1.2 Adat Perkawinan Ogan
Adat perkawinan di daerah Baturaja
adalah adat perkawianan Ogan karena sebagian besar penduduk yang berdiam di
daerah ini adalah suku asli Ogan. Adat perkawinan Ogan dikenal dengan nama ngunduh
mantu.
Ngunduh
mantu adalah perkawinan yang dilakukan melalui musyawarah
antara pihak orang tua laki-laki dan perempuan. Perkawinan ini dilakukan
setelah pihak laki-laki bersama pihak keleluarga dan seorang pemuka desa atau
pemuka adat mendatangi rumah pihak perempuan untuk melakukan lamaran. Pada
kesempatan ini pihak laki-laki memberitahukan maksud lamaran kepada keluarga
pihak perempuan dan berunding untuk menentukan waktu pelaksanaan upacara
perkawinan. Sementara itu keluarga dari pihak gadis mengungkapkan apa saja yang
diingini. Selain mas kawin biasanya berupa wajik (pelak) yang wajib
disediakan oleh pihak laki-laki.
Ngunduh
mantu merupakan suatu bentuk perkawinan masyarakat adat
Ogan dimana pihak laki-laki mengunduh (mengambil) mempelai perempuan
setelah mampu memenuhi persyaratan yang diajukan oleh pihak perempuan (degadaian).
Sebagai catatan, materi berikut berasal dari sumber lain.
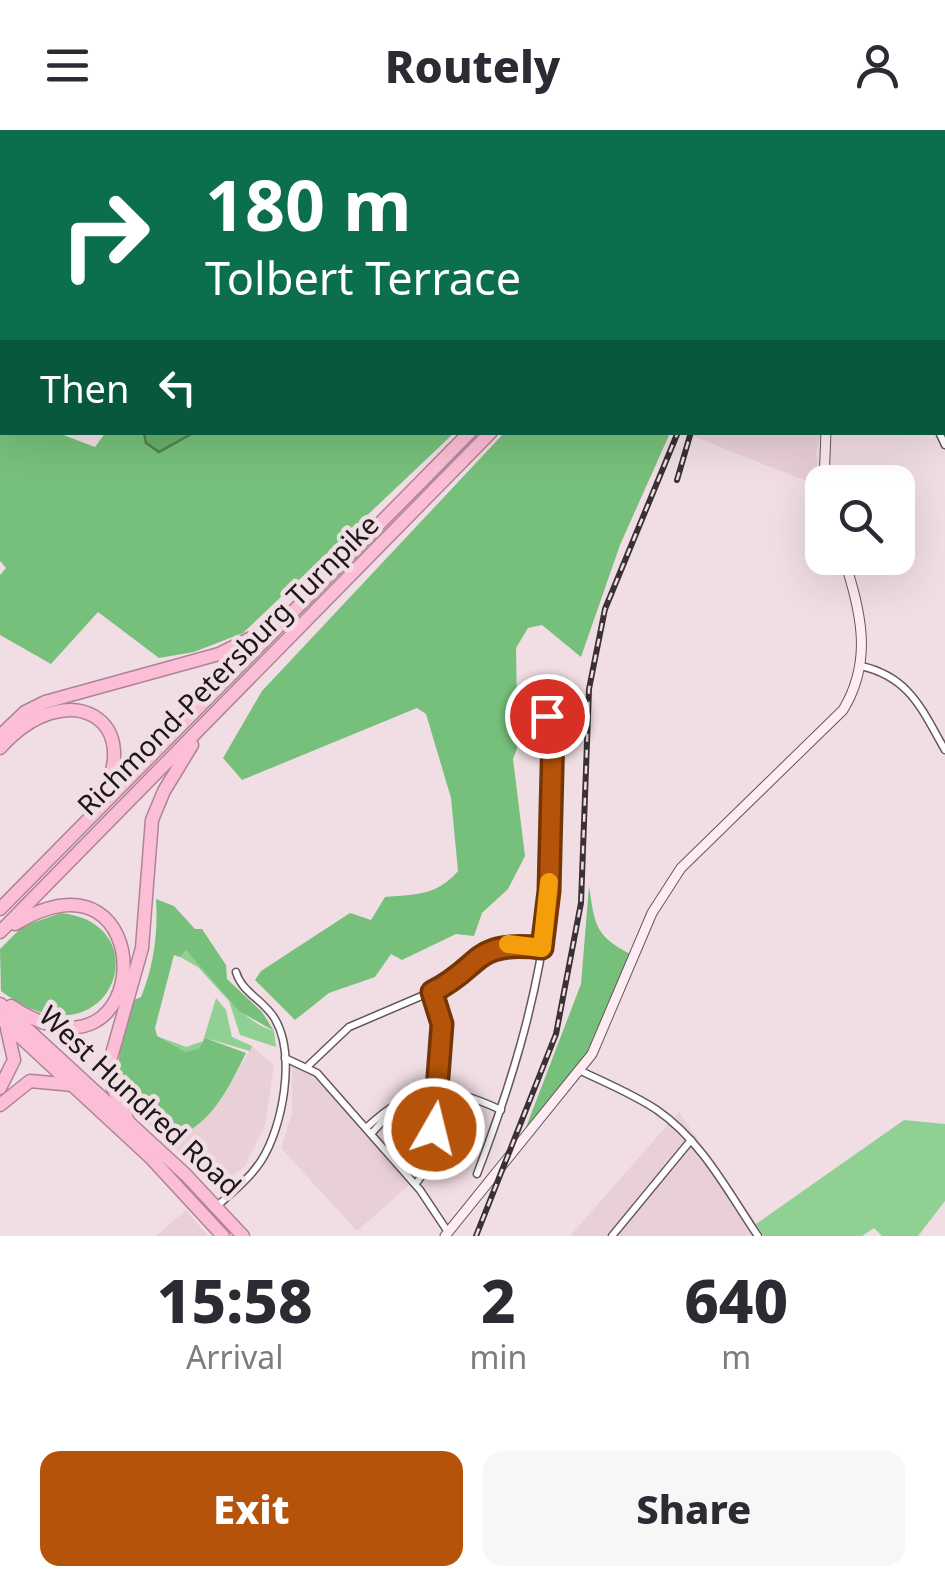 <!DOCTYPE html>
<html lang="en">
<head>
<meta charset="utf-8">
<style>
	body { margin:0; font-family:"Noto Sans",sans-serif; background:#f7f7f7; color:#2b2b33; height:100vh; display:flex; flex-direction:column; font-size:38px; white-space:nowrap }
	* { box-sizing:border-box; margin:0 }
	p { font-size:32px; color:#7c7c81 }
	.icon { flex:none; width:55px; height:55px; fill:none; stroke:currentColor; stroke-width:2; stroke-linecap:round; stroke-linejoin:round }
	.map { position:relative; height:1106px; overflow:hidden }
	.drawer { display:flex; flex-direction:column; background:#fff; flex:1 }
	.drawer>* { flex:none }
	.guide { position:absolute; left:0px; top:0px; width:945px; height:305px; box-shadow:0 10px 40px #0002; background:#0b6e4f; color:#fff; overflow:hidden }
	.controls { position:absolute; left:805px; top:335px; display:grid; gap:20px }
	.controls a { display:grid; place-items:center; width:110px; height:110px; border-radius:20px; background:#fff; box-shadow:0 10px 40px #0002; font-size:50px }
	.pin { position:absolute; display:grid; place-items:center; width:85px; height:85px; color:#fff; margin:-42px; border:5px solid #fff; border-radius:50%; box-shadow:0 2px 10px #0007 }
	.me { position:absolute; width:110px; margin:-55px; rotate:8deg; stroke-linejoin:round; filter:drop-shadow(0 0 8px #0008) }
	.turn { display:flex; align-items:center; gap:35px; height:210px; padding:0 40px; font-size:45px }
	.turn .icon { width:130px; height:130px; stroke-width:2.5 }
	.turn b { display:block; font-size:70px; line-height:85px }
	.then { display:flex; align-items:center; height:95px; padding:0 40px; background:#0003; gap:20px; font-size:38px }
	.eta { display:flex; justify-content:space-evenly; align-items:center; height:170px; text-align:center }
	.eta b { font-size:60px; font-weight:800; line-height:70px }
	.cta { display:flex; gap:20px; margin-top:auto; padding:20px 40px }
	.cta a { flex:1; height:115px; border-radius:20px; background:#b45309; color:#fff; font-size:40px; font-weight:800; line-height:115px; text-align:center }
	.cta a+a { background:#f7f7f7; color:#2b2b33 }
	header { display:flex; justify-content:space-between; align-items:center; height:130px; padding:0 40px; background:#fff; font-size:45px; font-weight:800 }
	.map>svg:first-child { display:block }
</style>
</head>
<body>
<header><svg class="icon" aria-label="menu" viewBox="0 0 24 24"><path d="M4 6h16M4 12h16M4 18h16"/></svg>Routely<svg class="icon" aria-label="person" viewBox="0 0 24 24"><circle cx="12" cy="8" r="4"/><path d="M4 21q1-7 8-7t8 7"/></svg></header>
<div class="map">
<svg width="945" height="1106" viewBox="0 0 945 1106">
	<rect width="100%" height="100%" fill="#f1dee5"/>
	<g fill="#e9cfd8">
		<polygon points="685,303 821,303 816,322 819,356"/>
		<polygon points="252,916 274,935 265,996 245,1036 215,1060 165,1008 183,1007 231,953"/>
		<polygon points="292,935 313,945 409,1055 357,1101 281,1018 292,983"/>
		<polygon points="679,982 764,1106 570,1106"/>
		<polygon points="186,1080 208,1106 156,1106"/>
	</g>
	<g fill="#90d193">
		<path d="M 183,818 C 214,843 235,890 274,901 L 276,917 L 240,905 L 229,871 L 198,837 L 180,827 Z"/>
		<polygon points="216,868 226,880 232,907 252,916 250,921 205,908 199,918 186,922 157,906 186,917 203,911"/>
		<polygon points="904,990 945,994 945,1071 918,1106 882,1106 874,1098 862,1106 764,1106 756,1094"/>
	</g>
	<g fill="#77c07b">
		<polygon points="247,0 620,0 621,2 244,2"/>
		<polygon points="739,0 945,0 945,76 942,2"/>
		<polygon points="0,270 2,302 58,303 95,317 106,302 454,303 243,503 194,522 159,528 98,482 51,534 0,505 0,445 6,438 0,431"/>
		<path d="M 505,302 L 670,303 L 620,415 L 581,527 L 542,495 L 528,498 L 516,518 L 517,578 L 524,600 L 513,629 L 525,726 L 508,759 L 482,783 L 474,806 L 456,804 L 402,830 L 391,824 L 375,847 L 329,863 L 295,890 L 255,850 L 261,841 L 350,783 L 371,790 L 385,767 C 417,764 436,766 458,741 L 451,668 L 426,584 L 417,578 L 242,650 L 223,628 L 262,561 Z"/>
		<path d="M 589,756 C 595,794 594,805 630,824 L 586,924 L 523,1005 L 581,854 Z"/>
		<path d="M 156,769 L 174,776 L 195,799 L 202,799 L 226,835 L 227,849 L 262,882 L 274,901 L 239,881 L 186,820 L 180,827 L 174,825 L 155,898 L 157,906 L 186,922 L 199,918 L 205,908 L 246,923 C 229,957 207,1005 165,1008 L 148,993 L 146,981 C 103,954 121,910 134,870 L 141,867 C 154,835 158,804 156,769 Z"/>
		<path d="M 61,783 C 164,794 109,943 1,861 L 0,819 L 23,796 Z"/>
	</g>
	<polygon fill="#68b16c" stroke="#518253" stroke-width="2.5" points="144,303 144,302 193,303 159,322 146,313"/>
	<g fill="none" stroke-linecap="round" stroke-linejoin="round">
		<defs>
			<g id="street">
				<polyline points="18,0 18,2"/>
				<polyline points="0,70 2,64"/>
				<polyline points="939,302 945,315"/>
				<path d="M 861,536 C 910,547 922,580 945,620"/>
				<polyline points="285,928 317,943 420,1060 448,1102"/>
				<polyline points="309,935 349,897 445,856 490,819 505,814 542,818"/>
				<path d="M 581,941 C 606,953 633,964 657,980 C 702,1011 728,1062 758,1106"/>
				<path d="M 366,998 C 413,954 443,953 501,980"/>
				<polyline points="371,1004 400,972"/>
				<path d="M 477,1044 C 509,960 536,875 547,785 C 554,725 551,661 553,600 L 547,586"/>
				<path d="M 415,1054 C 445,1026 449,899 432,862"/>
				<path d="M 217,1076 C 233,1062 249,1049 261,1031 C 283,997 296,925 275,889 C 264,870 242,863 236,842"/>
				<polyline points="612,1106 691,1010"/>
			</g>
			<g id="secondary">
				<polyline points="629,0 630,2"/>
				<polyline points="942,185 945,184"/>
				<polyline points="824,352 826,302"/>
				<path d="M 445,1106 L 592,924 L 652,783 L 681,738 L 843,580 C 874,529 860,481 844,428"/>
			</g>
			<g id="highway">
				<polyline points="708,2 710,0"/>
				<polyline points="726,2 727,0"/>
				<polyline points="0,606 25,582 45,572 219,524 269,499"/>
				<path d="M 0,618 C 69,541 150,592 97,674"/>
				<polyline points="0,779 470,302"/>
				<polyline points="0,802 491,302"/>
				<polyline points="0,874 186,1045 243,1106"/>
				<path d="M 11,876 C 159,974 162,703 15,794"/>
				<polyline points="0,888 150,1027 223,1106"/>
				<polyline points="0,958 14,930 7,899"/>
				<polyline points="0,975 30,951 73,955"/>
				<polyline points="129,993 113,958 110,931 142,818 152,690 164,661 192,615"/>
			</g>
		</defs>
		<use href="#street" stroke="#67575d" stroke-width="9"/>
		<use href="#secondary" stroke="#67575d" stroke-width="11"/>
		<use href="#highway" stroke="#ae8394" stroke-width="15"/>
		<use href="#street" stroke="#fff" stroke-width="6"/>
		<use href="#secondary" stroke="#feecf3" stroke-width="9"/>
		<use href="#highway" stroke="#fcbed6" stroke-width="12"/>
		<defs>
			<g id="rail">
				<polyline points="858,2 861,0"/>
				<polyline points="677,350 691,302"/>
				<polyline points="476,1106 556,904 581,773 589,559 605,479 678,302"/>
			</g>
		</defs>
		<use href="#rail" stroke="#393134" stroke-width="6"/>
		<use href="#rail" stroke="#f1dee5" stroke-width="2.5" stroke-dasharray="8" stroke-linecap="butt"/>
	</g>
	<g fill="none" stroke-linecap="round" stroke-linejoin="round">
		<defs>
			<path id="route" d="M 434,999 L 442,894 L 432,862 C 484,836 471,810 542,818 L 549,761 L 553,600 L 547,586"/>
		</defs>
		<use href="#route" stroke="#753606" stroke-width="25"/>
		<use href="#route" stroke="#b45309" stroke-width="18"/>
		<polyline stroke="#f59e0b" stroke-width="18" points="508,814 542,818 549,752"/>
	</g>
	<g text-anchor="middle" stroke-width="9" stroke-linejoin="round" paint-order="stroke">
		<g font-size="28" fill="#1c1618" stroke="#f1dee5">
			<text transform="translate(228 535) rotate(-45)" y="10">Richmond-Petersburg Turnpike</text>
			<text transform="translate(140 971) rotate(43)" y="10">West Hundred Road</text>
		</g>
	</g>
</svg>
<div class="controls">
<a><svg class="icon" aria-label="search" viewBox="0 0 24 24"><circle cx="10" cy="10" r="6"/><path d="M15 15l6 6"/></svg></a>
</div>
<div class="pin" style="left:547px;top:586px;background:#d93025"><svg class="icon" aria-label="arrive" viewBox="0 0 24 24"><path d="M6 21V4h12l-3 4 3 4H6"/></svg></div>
<svg class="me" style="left:434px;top:999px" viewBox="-20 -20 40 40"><circle r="17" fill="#b45309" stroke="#fff" stroke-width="3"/><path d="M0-11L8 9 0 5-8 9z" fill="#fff"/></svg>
<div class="guide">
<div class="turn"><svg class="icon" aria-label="right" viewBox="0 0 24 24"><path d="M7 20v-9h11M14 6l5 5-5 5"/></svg><div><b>180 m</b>Tolbert Terrace</div></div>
<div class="then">Then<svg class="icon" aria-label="left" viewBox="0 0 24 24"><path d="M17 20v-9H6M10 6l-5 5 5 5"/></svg></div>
</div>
</div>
<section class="drawer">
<div class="eta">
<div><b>15:58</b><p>Arrival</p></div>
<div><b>2</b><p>min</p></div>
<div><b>640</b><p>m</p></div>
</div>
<div class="cta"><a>Exit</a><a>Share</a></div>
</section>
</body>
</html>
Setelah perkawinan ini pihak isteri ikut kerumah mempelai laki-laki. Selama
pasangan pengantin baru ini belum mampu hidup mapan secara mandiri maka wajib
hukumnya sang isteri ikut tinggal dirumah suami.
Bentuk
perkawinan Ogan (ngunduh mantu) ini hampir sama seperti pada masyarakat
lainnya. Namun, yang membedakan adalah tata cara atau proses pelaksanaan
perkawinannya saja.
1.3 Tata Cara Adat Perkawinan Ogan
Pelaksanaan
perkawinan adat Ogan dilakukan melalui beberapa tahapan. Berdasarkan wawancara
dengan tokoh tetua adat Ogan Ibu Fatimah (68 th) pada hari jumat tanggal 2
April 2010 pukul 14:40 WIB di rumahnya tepatnya di kampung IV Desa Gunung
Liwat, menjelaskan bahwa tahap-tahap
tata
cara adat perkawinan Ogan (ngunduh mantu) yang seharusnya dilaksanakan adalah sebagai berikut:
1.
Mintak status
Calon
mempelai laki-laki datang sendirian ke rumah pihak perempuan untuk menanyakan
apakah sudah boleh untuk datang bersama kedua orang tua dengan tujuan masati
rasan (menentukan kelanjutan hubungan).
2.
Masati rasan
Setelah
mendapat ijin dari kedua orang tua pihak perempuan, maka pihak laki-laki datang
kembali bersama kedua orang tua kerumah pihak perempuan untuk memastikan apakah
benar antara anaknya (pihak laki-laki) menjalin hubungan dengan anak dari pihak
perempuan (masati rasan).
3.
Tendang malam
Setelah
mendapat jawaban dari pihak perempuan pada waktu yang telah disepakati bersama.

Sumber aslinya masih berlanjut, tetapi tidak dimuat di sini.